PANDEMI Covid-19 yang berlanjut hingga tahun kedua masih menyisakan banyak hal bagi para peneliti digali lebih dalam, termasuk mempelajari antibodi yang diproduksi tubuh sebagai respons hadirnya SARS-CoV-2.
Sebuah studi yang dipublikasikan di Nature Microbiology memperlihatkan antibodi dari 38 pasien dan petugas kesehatan di RS St. Thomas London yang terinfeksi dalam gelombang pertama Covid-19 sebelum mereka divaksinasi tetap berada dalam tubuh selama 10 bulan setelah terinfeksi.
Antibodi membantu melawan Covid-19 dengan mengikat virus SARS-CoV-2 demi mencegah virus menginfeksi sel. Meskipun terjadi penurunan tingkat antibodi setelah infeksi, hasil studi menunjukkan bahwa kebanyakan orang (18 dari 19 pasien) mempertahankan tingkat antibodi terdeteksi dalam 10 bulan setelah mereka terinfeksi. Hasil studi ini dapat menjadi referensi pengetahuan di masa depan tentang bagaimana melawan infeksi Covid-19.

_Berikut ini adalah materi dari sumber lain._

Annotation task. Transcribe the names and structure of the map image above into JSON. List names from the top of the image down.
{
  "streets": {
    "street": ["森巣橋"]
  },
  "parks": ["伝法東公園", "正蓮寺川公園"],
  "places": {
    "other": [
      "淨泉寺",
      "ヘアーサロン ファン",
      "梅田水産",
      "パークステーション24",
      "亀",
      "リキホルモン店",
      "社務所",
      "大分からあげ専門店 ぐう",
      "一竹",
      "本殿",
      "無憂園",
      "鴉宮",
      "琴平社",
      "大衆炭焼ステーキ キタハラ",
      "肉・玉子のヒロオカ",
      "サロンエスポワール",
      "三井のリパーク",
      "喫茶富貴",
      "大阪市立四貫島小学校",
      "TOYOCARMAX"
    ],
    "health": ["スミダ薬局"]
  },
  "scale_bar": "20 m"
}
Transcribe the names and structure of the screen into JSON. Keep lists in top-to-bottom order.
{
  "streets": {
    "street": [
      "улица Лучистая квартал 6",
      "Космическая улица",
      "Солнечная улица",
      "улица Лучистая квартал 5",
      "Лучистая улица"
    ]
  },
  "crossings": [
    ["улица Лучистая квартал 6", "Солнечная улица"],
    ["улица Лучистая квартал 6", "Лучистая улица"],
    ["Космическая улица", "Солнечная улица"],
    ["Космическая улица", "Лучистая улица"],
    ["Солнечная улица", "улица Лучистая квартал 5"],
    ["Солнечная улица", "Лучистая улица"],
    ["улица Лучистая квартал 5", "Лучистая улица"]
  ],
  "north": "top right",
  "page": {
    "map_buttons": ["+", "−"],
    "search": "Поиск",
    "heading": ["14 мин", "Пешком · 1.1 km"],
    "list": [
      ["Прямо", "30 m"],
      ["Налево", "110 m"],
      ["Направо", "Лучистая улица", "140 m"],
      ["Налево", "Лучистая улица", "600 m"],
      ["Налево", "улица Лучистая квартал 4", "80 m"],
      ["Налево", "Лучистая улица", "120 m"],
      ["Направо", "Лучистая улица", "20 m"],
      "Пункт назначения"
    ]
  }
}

Dilansir laman King's College London (29/10/21), para peneliti yang dipimpin Dr. Katie Doores dari School of Immunology & Microbial Sciences juga menguji bagaimana antibodi yang diciptakan untuk melawan varian spesifik SARS-CoV-2 akan merespons varian lain. Mereka memperhatikan varian asli SARS-CoV-2 juga varian Alfa, Beta, dan Delta.
Jika antibodi dari varian SARS-CoV-2 spesifik mampu menghasilkan respons yang kuat terhadap infeksi dari varian mereka sendiri, hasil menunjukkan bahwa antibodi kurang efektif ketika melawan varian yang berbeda.
"Studi ini memberikan wawasan unik tentang respons antibodi penetral silang yang disebabkan oleh varian SARS-CoV-2 yang berbeda," ujar Dr. Liane Dupont, salah stu peneliti dari School of Immunology & Microbial Sciences.
Antibodi mengikat protein lonjakan pada virus SARS-CoV-2 dan vaksin meniru protein tersebut untuk menciptakan respons imun terhadap SARS-CoV-2.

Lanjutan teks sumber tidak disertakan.